■ Supplied material
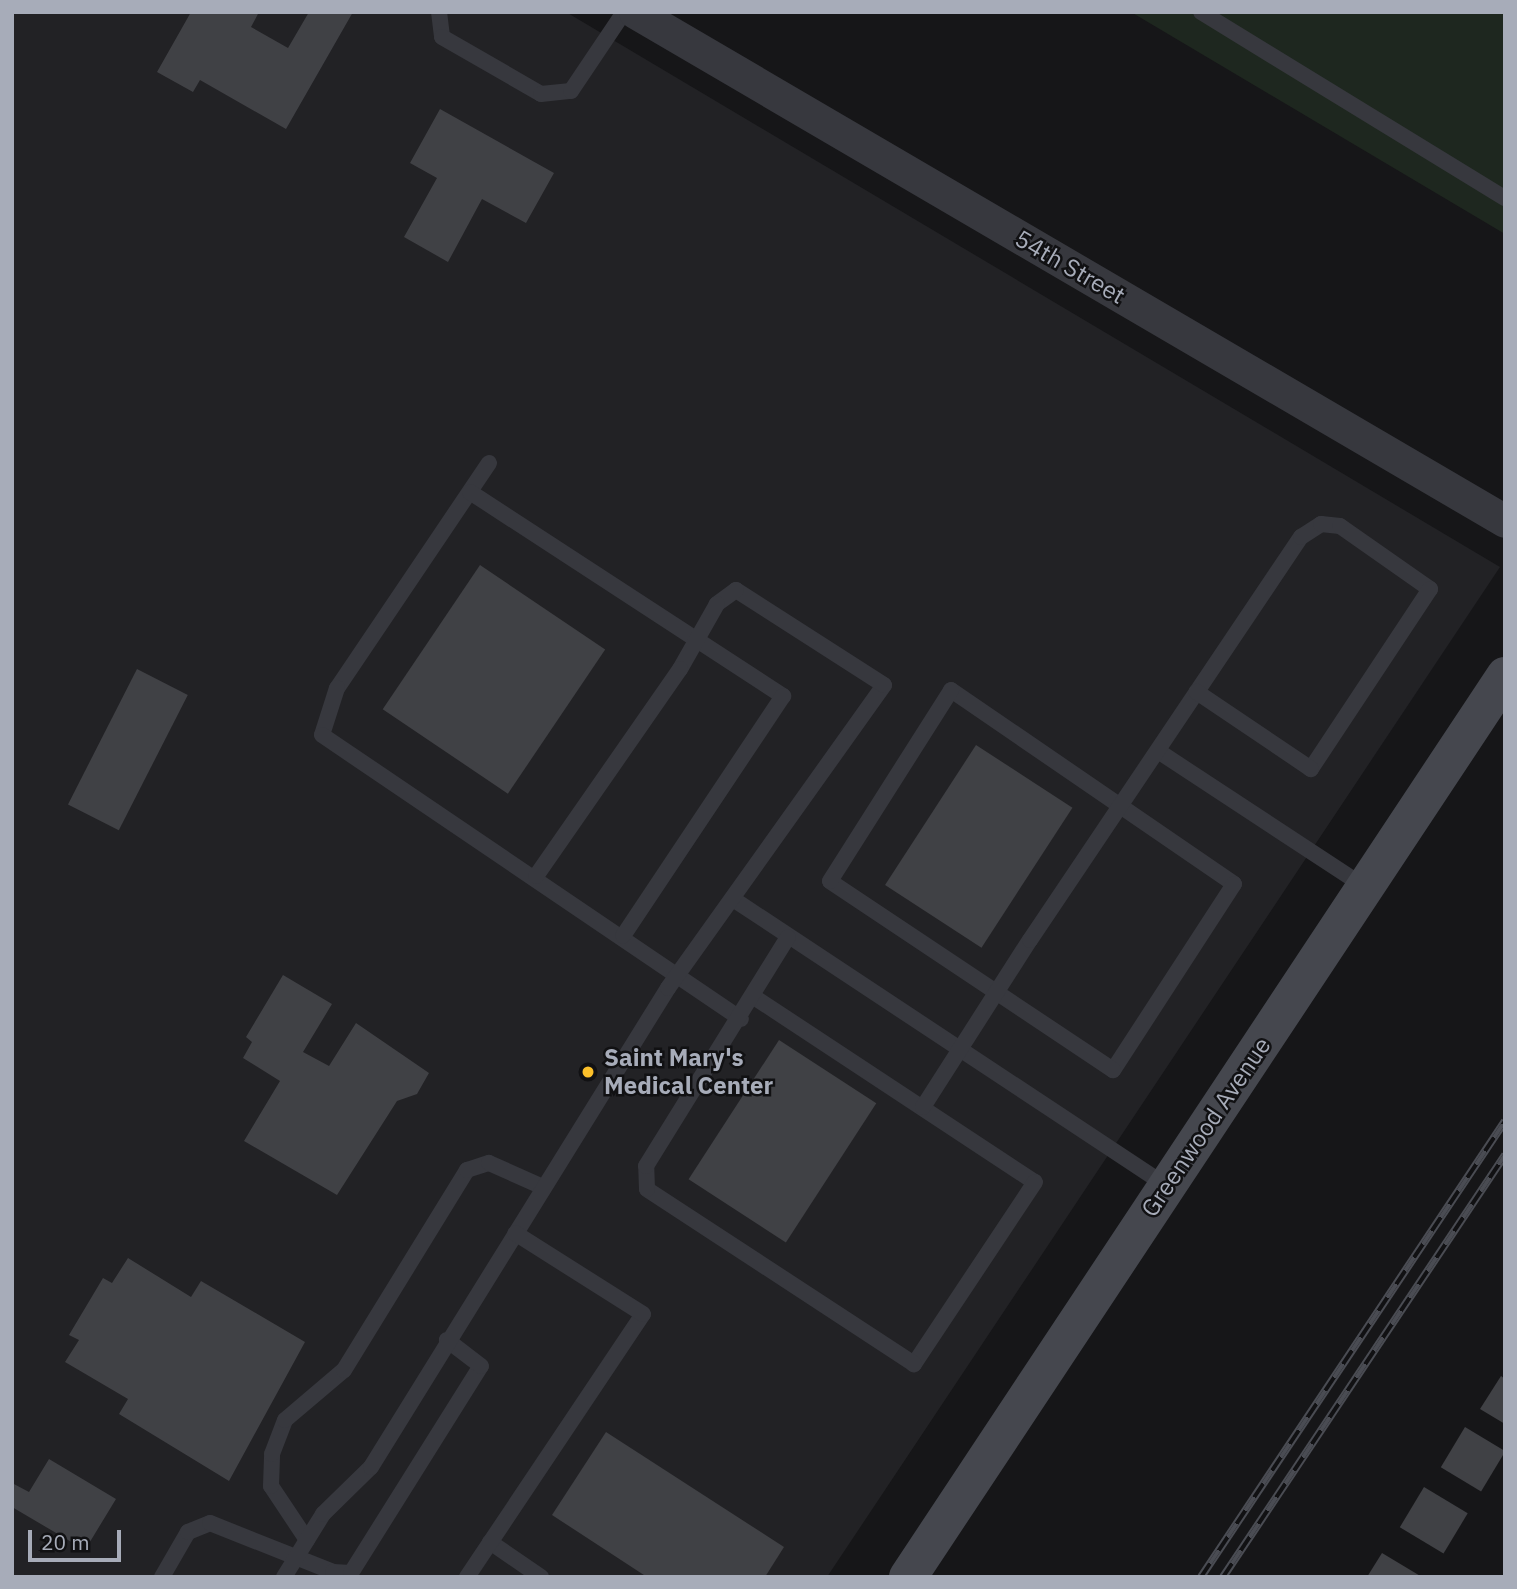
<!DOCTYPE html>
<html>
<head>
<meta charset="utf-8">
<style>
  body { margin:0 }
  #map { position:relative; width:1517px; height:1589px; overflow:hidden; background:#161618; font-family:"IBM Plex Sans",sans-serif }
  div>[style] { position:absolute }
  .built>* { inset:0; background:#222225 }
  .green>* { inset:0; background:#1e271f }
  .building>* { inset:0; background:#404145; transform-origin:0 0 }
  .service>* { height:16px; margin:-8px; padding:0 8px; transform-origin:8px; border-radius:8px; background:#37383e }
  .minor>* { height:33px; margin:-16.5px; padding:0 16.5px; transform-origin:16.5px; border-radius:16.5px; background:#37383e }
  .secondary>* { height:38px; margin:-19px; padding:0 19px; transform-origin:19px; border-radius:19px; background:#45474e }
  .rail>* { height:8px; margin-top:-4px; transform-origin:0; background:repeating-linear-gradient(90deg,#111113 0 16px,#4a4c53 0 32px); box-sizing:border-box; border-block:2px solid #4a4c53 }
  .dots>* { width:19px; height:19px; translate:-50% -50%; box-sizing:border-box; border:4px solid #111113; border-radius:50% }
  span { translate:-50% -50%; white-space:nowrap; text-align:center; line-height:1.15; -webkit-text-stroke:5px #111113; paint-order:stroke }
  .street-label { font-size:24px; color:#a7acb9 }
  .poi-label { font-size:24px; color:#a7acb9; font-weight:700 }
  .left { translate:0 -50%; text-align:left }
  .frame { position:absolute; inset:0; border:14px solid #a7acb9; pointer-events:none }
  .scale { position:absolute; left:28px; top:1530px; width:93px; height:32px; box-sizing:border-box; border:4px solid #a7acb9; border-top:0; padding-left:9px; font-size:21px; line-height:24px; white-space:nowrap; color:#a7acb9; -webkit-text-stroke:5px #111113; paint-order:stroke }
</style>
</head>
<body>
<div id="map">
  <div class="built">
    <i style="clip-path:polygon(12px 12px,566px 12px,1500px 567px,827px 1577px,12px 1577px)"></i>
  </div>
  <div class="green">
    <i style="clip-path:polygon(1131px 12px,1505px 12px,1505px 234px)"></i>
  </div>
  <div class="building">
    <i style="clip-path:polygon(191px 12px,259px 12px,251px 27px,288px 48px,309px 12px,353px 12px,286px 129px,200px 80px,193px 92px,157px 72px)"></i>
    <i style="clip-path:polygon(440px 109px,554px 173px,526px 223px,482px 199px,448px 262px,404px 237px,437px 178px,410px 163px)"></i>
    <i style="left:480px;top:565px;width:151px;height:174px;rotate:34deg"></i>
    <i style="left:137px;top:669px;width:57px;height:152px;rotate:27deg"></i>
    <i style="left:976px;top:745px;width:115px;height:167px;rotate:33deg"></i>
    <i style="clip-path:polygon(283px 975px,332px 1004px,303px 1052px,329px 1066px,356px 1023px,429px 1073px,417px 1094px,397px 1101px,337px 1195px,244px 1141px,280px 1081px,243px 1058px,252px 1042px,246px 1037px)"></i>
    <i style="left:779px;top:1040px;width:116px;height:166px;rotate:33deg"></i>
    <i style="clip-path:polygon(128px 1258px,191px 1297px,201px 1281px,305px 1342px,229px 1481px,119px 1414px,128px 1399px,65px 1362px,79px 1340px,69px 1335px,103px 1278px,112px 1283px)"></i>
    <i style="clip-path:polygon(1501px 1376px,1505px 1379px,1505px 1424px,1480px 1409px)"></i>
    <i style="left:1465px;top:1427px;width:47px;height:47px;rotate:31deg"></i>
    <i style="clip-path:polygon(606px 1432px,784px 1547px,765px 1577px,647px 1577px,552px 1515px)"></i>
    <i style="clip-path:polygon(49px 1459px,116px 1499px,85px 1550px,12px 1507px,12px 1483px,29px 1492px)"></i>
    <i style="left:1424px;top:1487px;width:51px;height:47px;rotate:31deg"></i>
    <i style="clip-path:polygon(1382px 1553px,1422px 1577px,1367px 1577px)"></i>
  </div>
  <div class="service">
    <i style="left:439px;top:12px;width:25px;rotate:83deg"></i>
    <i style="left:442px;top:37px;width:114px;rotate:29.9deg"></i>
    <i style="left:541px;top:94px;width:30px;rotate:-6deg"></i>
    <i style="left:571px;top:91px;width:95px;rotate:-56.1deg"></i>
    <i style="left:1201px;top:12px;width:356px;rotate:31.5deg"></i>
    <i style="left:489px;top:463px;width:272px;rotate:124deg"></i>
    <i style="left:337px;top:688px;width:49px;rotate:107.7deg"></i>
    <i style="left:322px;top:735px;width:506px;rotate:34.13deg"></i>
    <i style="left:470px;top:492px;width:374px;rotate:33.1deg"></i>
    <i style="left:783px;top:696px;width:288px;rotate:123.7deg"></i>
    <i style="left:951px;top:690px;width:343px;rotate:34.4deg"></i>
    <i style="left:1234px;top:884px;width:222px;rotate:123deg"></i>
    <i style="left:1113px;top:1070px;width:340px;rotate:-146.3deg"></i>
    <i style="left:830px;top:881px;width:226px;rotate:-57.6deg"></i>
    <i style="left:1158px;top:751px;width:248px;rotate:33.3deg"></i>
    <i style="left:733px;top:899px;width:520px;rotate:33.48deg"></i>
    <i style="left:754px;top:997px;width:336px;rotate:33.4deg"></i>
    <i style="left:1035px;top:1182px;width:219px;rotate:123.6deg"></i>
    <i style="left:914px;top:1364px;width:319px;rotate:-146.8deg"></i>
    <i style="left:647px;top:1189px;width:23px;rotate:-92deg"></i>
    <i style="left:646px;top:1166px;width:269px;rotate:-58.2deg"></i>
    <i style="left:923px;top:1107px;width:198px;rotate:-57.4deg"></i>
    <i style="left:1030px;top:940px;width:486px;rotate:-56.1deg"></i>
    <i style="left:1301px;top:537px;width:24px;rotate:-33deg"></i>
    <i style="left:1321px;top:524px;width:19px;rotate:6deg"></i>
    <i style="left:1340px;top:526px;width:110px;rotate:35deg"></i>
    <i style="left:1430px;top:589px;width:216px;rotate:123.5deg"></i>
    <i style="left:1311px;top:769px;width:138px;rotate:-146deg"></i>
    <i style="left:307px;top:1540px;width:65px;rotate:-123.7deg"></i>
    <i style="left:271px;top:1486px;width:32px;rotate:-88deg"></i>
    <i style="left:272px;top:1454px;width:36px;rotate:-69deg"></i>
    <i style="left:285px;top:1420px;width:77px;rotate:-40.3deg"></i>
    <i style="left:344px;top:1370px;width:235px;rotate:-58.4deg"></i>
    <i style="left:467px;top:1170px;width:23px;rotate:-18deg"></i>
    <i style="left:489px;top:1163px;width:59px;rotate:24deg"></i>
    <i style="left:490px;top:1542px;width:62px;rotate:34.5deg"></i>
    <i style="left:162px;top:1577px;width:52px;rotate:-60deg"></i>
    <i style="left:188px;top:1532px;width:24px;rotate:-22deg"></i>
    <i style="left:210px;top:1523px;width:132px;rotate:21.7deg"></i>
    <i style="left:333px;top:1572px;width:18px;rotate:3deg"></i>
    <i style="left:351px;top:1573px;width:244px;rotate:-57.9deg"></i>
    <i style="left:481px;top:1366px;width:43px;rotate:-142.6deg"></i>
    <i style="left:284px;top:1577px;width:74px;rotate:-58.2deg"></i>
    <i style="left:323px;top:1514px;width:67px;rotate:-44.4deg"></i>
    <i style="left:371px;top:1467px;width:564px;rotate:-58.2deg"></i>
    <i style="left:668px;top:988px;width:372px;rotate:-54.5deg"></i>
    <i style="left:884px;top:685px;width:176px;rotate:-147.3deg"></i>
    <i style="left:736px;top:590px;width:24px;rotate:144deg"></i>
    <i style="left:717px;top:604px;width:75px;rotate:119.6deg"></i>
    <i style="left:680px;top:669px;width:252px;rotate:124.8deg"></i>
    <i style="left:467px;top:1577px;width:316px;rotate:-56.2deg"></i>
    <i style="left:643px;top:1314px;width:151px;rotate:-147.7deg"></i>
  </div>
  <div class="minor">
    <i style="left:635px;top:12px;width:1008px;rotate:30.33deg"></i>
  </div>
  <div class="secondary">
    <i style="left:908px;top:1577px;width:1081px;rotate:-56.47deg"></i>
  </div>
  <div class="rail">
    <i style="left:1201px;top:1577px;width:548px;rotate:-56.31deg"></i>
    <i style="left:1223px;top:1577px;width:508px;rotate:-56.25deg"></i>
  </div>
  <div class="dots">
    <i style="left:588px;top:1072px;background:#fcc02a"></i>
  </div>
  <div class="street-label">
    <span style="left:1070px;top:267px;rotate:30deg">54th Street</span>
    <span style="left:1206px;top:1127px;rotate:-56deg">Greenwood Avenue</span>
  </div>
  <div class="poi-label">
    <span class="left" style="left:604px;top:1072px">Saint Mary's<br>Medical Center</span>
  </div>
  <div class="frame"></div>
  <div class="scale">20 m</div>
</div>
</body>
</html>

■ Exercise brief
From the top of the listing above, repeat each line exactly until you reach the line containing "height:16px; margin:-8px; padding:0", and repeat that one too. Leave the pictures out.

■ Response to the exercise
<!DOCTYPE html>
<html>
<head>
<meta charset="utf-8">
<style>
  body { margin:0 }
  #map { position:relative; width:1517px; height:1589px; overflow:hidden; background:#161618; font-family:"IBM Plex Sans",sans-serif }
  div>[style] { position:absolute }
  .built>* { inset:0; background:#222225 }
  .green>* { inset:0; background:#1e271f }
  .building>* { inset:0; background:#404145; transform-origin:0 0 }
  .service>* { height:16px; margin:-8px; padding:0 8px; transform-origin:8px; border-radius:8px; background:#37383e }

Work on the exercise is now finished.